Japan will meanwhile be looking for energy and other natural resource investments further afield, in the Middle East, Africa, North America and elsewhere, sources say, as it competes with emerging economies such as China and India as well as with advanced economies to lock in sources of supply under its own control.
Japan may be coming relatively late into the game (so far as acquiring upstream interests is concerned rather than signing long-term supply contracts) but it is entering with some major advantages on its side. One is its strong technology base in oil and gas especially. Another is finance, according to JBIC's Watanabe.
While acknowledging that competition from China and others will be tough is acquiring upstream resource ventures, he points out that "Japan has a huge amount of money.” Even though China has nearly $3 trillion in foreign exchange reserves, Japan's household savings are around 1600 trillion yen or nearly $20 trillion and these can be employed by Japanese banks and securities houses, to finance acquisitions, Watanabe says.
"Equity participation is a theme for us to develop," he notes. "Up to now, more than 90% of the operations of JBIC have been lending and only a [small part] in equity participation and guarantees. But now we are going to have a more active equity participation and more frequent use of guarantees."
Formed in 1999 from an earlier merger of the former Overseas Economic Cooperation Fund and the Export-Import Bank of Japan, JBIC became the international wing of the Japan Finance Corporation (JFC) under an earlier plan to privatize state financial institutions.
But with the change to a Democratic Party of Japan-led government since September 2009 and a switch in the political ideology that prevailed under the Liberal Democratic Party, the plan now is to de-merge JBIC again from the JFC in order to give it greater operational flexibility.
JBIC has greatly increased its financing activities in recent years, partly in response to the financial crisis in 2008. "We began [post-crisis] operations very quickly," says Watanabe. "From 2001 to 2007, our average operations were around $10 billion each year but in 2008 it was expanded to $15 billion and in 2009 to $30 billion.

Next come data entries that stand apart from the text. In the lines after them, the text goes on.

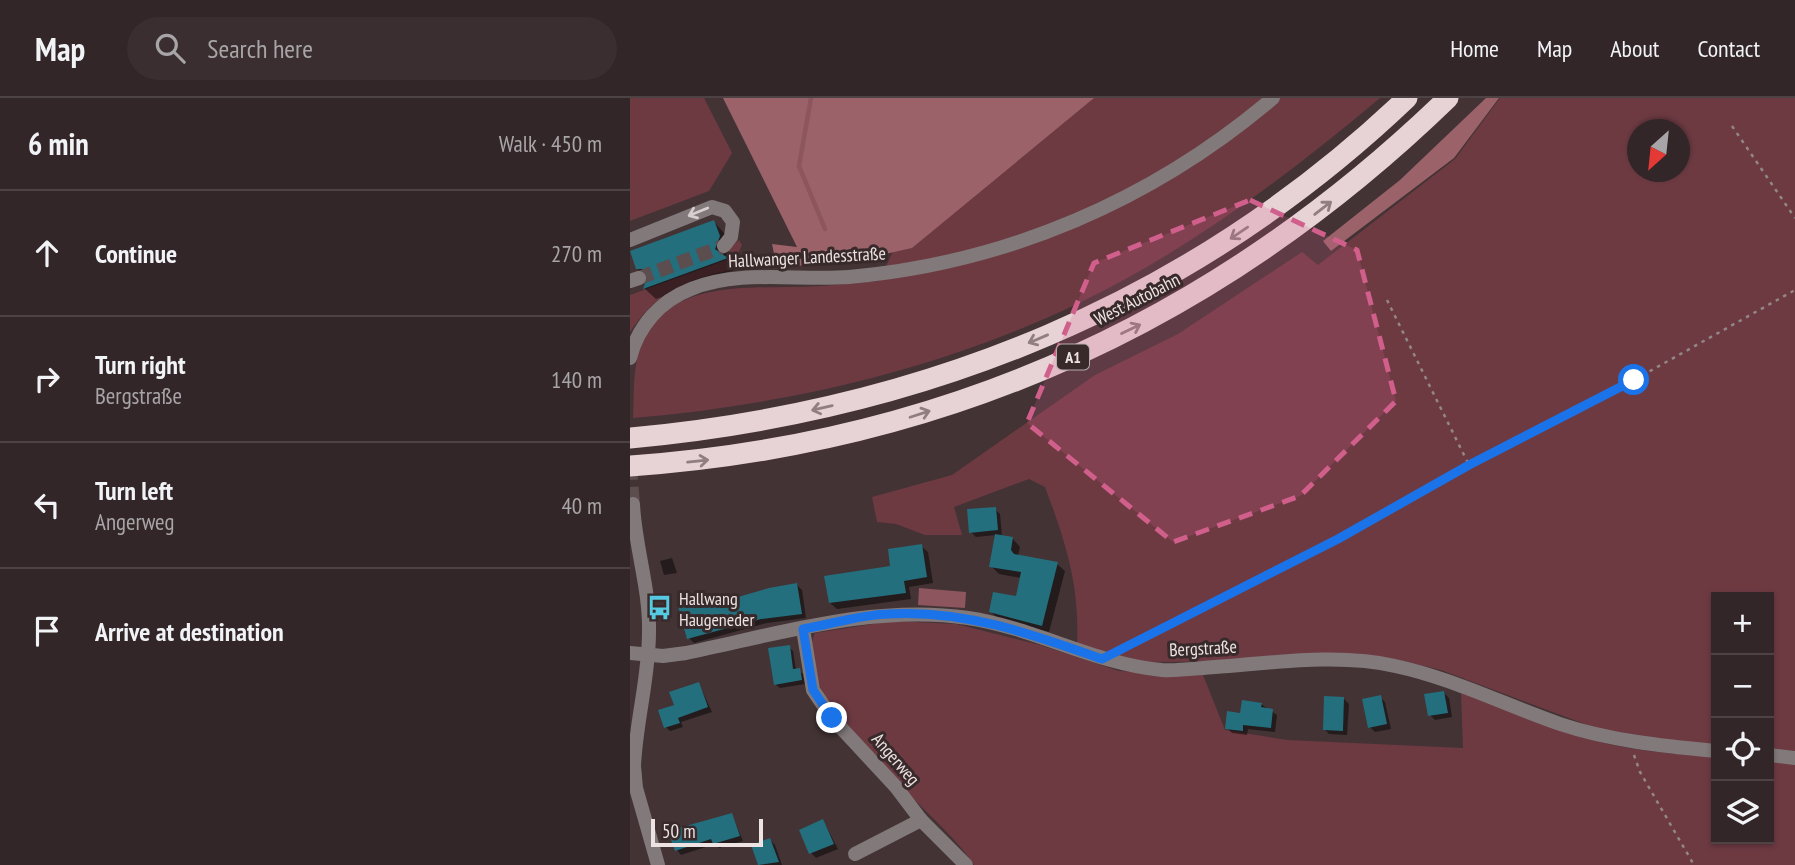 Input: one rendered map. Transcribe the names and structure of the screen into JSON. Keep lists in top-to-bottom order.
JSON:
{
  "streets": {
    "highway": ["West Autobahn", "A1"],
    "street": ["Hallwanger Landesstraße", "Bergstraße", "Angerweg"]
  },
  "crossings": [
    ["Bergstraße", "Angerweg"]
  ],
  "places": {
    "bus stop": ["Hallwang Haugeneder"]
  },
  "scale_bar": "50 m",
  "north": "bottom left",
  "page": {
    "header": "Map",
    "search": "Search here",
    "nav": [
      "Home",
      "Map",
      "About",
      "Contact"
    ],
    "heading": ["6 min", "Walk · 450 m"],
    "list": [
      ["Continue", "270 m"],
      ["Turn right", "Bergstraße", "140 m"],
      ["Turn left", "Angerweg", "40 m"],
      "Arrive at destination"
    ],
    "map_buttons": ["+", "−"],
    "scale": "50 m"
  }
}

This year it will be maybe a little less than $20 billion."
One of JBIC's strengths is that it does not have to rely on funding from Japanese taxpayers. It issues bonds and while this means JBIC is at the mercy of sometime fickle capital markets, this is preferable to being tax dependent in a Japan where outstanding direct government debt has reached nearly 200% of GDP and where fiscal retrenchment is a priority.
JBIC will not only be financing energy and natural resource investments by Japan but also playing a major role in promoting Japanese sales overseas of infrastructure package such as high-speed rail system, nuclear power plants and others.
The Asian Development Bank (ADB) has estimated a need for $8 trillion of infrastructure spending in Asia over the next ten years while the OECD has an estimate of about $40 trillion for global demand over two decade - truly colossal needs.
The Japanese government has stood back from promoting Japan's infrastructure sales overseas until recently, declaring this to be a private sector responsibility. But now that attitude has changed.
An important event influencing the change of thinking in Japan was in 2009 with Japan's "failure to secure a nuclear energy project in the UAE." says Watanabe. "We thought Japan could secure the contract but it went to Korea [where] there was nationwide coordination. Coordination between public and private sectors is needed to show the quality of Japan's industry."